Originally, all of the Warrants were to have vested on October 30, 2006 (the “Warrant Commencement Date”). Pursuant to letter agreements dated August 28, 2006 with each respective warrant holder, the Warrant Commencement Date was extended from October 30, 2006 to October 30, 2007 with respect to the Class A Warrants, to April 30, 2008 with respect to the Class B Warrants, and to October 30, 2008 with respect to the Class C Warrants. All other terms of the Warrant agreements remained unchanged.
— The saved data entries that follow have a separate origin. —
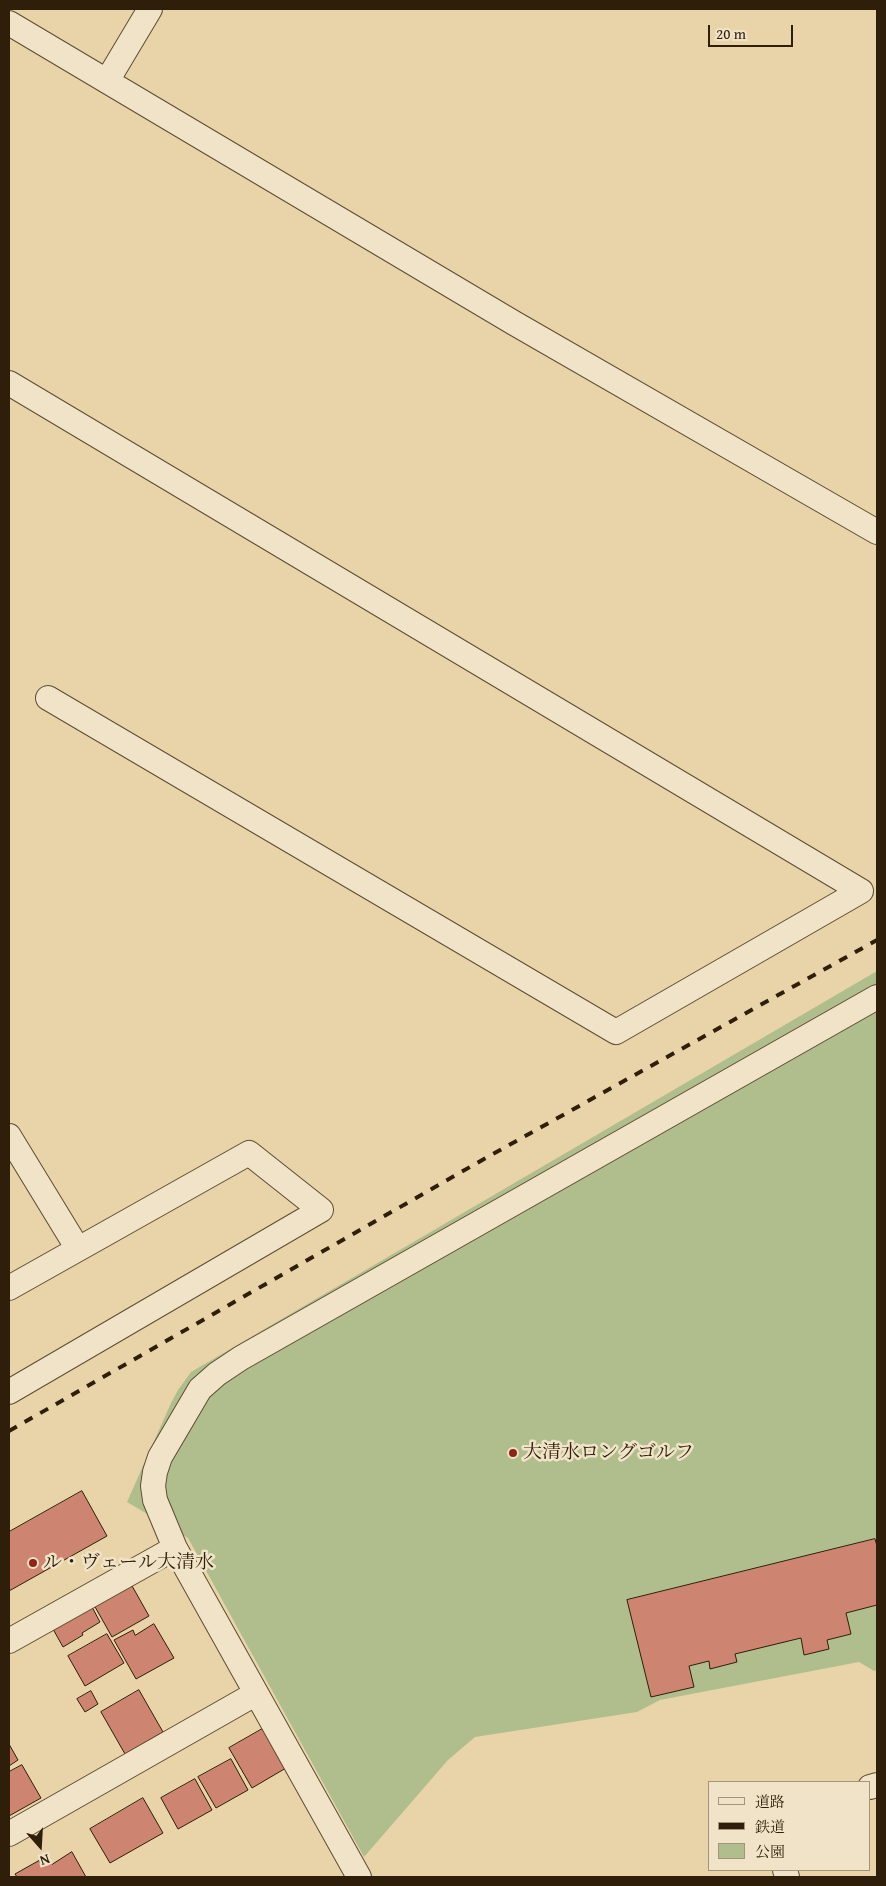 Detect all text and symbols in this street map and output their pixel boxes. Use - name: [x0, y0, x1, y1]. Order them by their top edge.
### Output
- scale bar: [711, 15, 796, 47]
- text: 20 m: [716, 23, 746, 44]
- place label: 大清水ロングゴルフ: [523, 1442, 694, 1464]
- marker: 大清水ロングゴルフ: [507, 1447, 519, 1459]
- place label: ル・ヴェール大清水: [43, 1552, 214, 1574]
- marker: ル・ヴェール大清水: [27, 1557, 39, 1569]
- legend: [708, 1781, 871, 1871]
- text: 道路: [755, 1791, 785, 1812]
- text: 鉄道: [755, 1816, 785, 1837]
- north arrow: [15, 1821, 65, 1871]
- text: 公園: [755, 1841, 785, 1862]
- text: N: [37, 1849, 53, 1871] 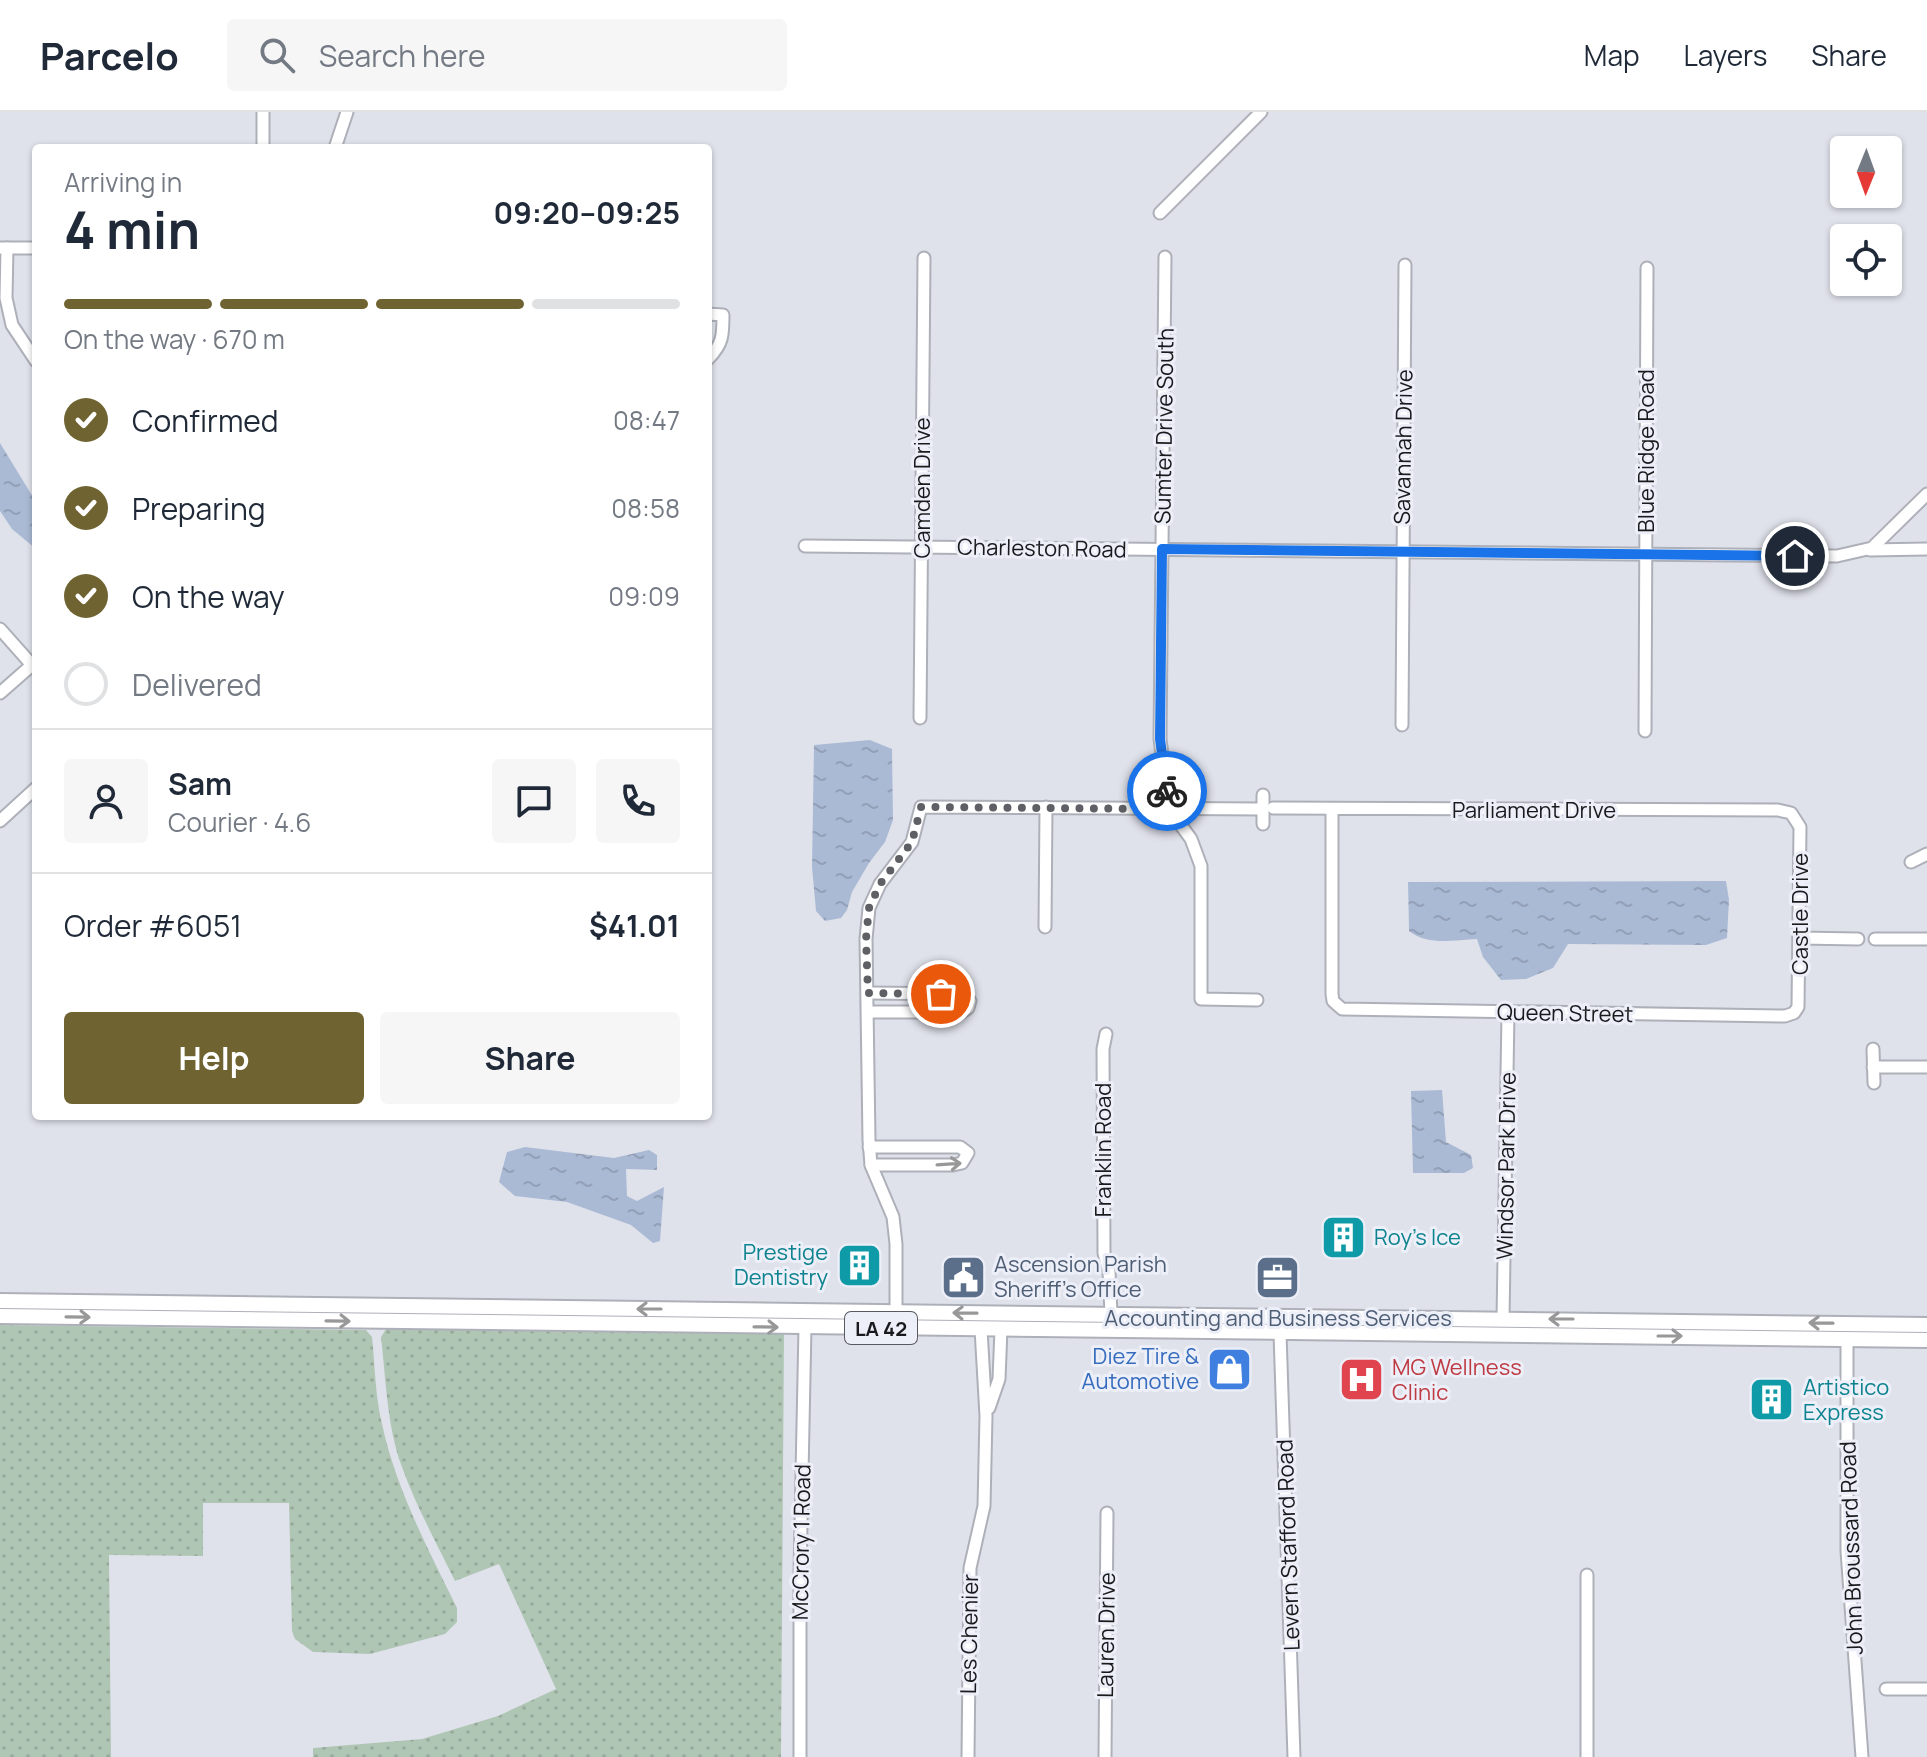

Pursuant to new letter agreements dated February 28, 2008 with each respective warrant holder, the Warrant Commencement Date was extended from April 30, 2008 to April 30, 2009 with respect to the Class B Warrants and from October 30, 2008 to October 30, 2009 with respect to the Class C Warrants. In addition, the Warrant Expiration Date has been extended from October 30, 2009 to October 30, 2010 with respect to the Class B Warrants and from October 30, 2010 to October 30, 2011 with respect to the Class C Warrants. The terms of the Class A Warrants have not been changed and all other terms of the Warrant agreements remained unchanged.
For all the terms and conditions of the letter agreements between the Company and the Warrant holders, reference is hereby made to the form of such agreement annexed hereto as exhibit 10.1. All statements made herein concerning the foregoing agreements are qualified by references to said exhibits.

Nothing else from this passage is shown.